### Aim of the exercise
Determine the number of lines in the listing that include the string "canvas"; the reply consists of that number only.

### Source records

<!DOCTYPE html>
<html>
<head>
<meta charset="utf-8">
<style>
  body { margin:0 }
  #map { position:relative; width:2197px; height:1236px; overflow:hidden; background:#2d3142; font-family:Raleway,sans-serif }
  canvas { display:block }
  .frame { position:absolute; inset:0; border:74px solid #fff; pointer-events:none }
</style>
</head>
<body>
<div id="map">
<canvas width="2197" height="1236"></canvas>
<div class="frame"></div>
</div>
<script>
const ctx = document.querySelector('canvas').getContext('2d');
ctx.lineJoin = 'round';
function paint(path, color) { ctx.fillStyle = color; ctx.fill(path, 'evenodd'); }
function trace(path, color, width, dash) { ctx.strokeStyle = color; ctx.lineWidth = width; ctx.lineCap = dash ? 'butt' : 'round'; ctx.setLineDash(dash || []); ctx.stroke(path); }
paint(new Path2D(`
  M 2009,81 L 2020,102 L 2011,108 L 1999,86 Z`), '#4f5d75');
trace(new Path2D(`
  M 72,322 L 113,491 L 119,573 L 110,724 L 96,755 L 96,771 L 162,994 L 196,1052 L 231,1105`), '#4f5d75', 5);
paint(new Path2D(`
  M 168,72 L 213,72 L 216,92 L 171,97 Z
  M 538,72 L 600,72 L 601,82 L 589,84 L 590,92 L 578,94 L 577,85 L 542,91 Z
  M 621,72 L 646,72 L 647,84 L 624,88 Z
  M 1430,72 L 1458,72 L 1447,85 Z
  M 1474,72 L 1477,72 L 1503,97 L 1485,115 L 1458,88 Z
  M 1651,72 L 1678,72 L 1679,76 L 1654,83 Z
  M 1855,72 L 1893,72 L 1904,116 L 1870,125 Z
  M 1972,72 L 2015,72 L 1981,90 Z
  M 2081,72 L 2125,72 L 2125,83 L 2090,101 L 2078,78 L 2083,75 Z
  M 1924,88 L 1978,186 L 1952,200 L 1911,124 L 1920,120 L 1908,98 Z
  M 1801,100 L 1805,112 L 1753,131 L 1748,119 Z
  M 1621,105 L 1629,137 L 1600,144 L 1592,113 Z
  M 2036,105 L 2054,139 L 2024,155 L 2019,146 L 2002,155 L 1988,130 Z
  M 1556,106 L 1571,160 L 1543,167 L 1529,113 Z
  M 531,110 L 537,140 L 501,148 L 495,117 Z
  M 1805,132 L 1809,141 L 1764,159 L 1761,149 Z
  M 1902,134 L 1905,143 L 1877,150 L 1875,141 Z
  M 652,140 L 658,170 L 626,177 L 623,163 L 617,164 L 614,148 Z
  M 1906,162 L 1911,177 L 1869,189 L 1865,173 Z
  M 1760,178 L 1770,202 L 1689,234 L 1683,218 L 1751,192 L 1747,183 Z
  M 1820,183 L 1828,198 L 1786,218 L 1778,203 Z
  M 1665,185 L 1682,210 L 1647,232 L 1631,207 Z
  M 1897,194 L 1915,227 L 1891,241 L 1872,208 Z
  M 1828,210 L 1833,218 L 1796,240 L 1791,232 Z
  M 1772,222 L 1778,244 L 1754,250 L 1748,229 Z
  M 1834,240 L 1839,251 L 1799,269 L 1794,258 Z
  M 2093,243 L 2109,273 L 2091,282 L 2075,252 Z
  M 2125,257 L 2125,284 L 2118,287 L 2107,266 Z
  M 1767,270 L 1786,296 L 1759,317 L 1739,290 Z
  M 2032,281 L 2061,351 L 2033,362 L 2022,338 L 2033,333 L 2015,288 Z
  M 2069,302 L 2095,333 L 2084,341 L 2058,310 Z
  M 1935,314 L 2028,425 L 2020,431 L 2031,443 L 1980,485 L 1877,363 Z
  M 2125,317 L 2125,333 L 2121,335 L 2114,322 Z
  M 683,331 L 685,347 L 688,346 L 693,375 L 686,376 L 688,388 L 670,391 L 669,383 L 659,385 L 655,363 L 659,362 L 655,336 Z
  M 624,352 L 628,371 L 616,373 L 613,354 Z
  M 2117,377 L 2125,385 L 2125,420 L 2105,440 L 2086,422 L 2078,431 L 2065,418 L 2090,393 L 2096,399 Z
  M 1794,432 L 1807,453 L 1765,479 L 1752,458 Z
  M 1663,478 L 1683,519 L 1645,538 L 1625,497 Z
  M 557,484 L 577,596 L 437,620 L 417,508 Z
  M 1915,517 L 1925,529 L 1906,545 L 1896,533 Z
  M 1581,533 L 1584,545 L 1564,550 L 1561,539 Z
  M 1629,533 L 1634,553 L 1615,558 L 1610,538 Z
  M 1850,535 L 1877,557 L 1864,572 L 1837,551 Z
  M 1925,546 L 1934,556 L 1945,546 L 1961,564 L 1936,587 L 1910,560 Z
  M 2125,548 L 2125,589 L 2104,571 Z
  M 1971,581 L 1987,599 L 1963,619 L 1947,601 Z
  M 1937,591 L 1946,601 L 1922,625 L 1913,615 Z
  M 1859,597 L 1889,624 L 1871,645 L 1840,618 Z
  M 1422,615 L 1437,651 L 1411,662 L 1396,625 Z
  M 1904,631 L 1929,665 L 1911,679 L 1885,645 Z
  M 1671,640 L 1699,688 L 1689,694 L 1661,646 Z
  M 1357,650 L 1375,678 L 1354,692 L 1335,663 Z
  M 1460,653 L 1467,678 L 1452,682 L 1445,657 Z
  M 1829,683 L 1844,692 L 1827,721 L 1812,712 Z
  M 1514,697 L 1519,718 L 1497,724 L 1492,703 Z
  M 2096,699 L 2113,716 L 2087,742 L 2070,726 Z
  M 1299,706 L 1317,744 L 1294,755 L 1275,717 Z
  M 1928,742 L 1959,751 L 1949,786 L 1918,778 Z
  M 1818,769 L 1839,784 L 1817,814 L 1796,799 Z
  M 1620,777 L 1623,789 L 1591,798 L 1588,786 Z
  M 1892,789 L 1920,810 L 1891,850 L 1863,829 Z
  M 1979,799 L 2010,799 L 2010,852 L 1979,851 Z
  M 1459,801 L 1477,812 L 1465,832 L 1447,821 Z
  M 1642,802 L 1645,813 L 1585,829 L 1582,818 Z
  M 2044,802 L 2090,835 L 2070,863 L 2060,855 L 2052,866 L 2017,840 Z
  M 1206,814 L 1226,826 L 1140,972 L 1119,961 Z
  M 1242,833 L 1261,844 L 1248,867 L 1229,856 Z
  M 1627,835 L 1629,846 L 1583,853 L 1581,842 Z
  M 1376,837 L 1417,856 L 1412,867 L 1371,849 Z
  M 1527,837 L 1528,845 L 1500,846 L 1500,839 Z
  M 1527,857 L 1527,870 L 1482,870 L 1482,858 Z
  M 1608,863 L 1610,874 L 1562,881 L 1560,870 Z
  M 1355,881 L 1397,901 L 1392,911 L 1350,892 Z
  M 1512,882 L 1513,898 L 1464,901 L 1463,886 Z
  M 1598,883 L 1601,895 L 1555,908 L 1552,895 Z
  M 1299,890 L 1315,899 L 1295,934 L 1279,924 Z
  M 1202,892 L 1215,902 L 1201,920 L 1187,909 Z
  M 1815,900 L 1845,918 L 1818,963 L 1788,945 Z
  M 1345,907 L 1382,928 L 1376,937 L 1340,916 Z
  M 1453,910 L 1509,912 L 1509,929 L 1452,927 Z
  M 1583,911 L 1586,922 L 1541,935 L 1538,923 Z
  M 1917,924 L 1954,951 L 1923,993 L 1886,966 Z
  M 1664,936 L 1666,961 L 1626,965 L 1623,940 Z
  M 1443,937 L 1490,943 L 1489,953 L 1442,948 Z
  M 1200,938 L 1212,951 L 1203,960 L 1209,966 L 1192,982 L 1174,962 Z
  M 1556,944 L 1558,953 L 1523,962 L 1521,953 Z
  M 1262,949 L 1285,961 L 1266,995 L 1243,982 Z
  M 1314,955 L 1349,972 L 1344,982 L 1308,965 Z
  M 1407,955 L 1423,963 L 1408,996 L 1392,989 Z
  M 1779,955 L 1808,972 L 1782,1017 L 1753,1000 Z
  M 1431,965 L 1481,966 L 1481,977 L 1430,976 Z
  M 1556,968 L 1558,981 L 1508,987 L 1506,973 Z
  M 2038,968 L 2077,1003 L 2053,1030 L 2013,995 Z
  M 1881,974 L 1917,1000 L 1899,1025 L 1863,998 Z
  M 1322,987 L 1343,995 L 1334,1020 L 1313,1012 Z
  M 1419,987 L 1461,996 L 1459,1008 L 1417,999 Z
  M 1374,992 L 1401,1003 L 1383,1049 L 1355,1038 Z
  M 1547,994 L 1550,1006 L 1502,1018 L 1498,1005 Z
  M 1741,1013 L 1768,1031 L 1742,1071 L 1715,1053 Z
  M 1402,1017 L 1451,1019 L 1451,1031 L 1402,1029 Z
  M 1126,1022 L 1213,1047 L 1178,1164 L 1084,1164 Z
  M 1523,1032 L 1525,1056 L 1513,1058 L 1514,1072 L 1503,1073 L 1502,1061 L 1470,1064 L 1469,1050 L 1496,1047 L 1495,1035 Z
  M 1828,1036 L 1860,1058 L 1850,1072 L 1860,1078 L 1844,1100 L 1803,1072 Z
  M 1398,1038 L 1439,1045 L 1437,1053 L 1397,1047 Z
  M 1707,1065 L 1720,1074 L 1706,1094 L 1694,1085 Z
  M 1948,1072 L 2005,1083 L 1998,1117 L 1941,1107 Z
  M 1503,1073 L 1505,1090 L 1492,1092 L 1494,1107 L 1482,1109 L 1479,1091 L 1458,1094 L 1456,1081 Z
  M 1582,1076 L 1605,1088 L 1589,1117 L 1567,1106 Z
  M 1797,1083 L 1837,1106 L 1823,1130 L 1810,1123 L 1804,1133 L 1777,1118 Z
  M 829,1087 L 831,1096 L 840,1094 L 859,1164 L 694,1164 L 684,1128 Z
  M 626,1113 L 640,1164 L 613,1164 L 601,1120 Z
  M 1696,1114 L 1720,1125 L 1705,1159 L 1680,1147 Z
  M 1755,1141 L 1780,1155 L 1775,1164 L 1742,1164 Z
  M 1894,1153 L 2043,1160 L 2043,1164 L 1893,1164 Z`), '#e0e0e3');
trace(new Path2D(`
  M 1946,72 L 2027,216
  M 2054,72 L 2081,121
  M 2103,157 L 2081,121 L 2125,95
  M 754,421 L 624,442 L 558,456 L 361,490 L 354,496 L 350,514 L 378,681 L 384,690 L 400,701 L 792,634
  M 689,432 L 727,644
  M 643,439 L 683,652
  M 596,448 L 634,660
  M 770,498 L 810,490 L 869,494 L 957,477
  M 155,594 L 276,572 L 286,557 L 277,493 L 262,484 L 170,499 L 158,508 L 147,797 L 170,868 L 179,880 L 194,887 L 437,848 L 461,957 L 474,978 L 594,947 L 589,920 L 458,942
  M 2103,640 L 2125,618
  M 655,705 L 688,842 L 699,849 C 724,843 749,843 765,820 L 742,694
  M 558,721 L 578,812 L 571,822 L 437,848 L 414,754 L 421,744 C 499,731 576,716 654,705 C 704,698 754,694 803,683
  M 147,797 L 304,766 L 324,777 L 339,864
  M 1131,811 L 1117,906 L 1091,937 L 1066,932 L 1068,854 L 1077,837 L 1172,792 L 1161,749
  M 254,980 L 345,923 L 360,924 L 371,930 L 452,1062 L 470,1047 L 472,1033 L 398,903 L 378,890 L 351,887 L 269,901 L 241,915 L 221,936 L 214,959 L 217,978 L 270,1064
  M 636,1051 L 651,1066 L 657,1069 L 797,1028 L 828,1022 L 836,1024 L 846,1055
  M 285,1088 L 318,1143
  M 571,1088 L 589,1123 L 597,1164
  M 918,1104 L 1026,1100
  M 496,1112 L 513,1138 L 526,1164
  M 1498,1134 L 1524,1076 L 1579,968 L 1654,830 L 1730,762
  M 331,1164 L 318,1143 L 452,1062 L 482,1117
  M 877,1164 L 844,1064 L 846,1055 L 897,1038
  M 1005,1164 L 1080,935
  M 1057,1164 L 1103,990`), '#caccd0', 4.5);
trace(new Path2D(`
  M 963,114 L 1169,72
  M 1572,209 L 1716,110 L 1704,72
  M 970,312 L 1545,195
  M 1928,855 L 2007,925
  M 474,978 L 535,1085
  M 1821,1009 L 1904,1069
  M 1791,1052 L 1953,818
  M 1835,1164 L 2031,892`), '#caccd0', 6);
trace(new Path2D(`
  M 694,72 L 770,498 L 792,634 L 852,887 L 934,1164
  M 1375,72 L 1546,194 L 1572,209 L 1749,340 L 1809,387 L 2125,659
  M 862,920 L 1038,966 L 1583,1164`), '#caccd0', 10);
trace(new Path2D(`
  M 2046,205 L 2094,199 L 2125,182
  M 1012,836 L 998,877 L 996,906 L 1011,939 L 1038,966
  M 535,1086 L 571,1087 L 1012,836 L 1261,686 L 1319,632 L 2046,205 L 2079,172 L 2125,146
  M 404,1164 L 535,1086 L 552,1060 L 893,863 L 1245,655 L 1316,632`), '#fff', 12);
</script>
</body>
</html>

### Task output
3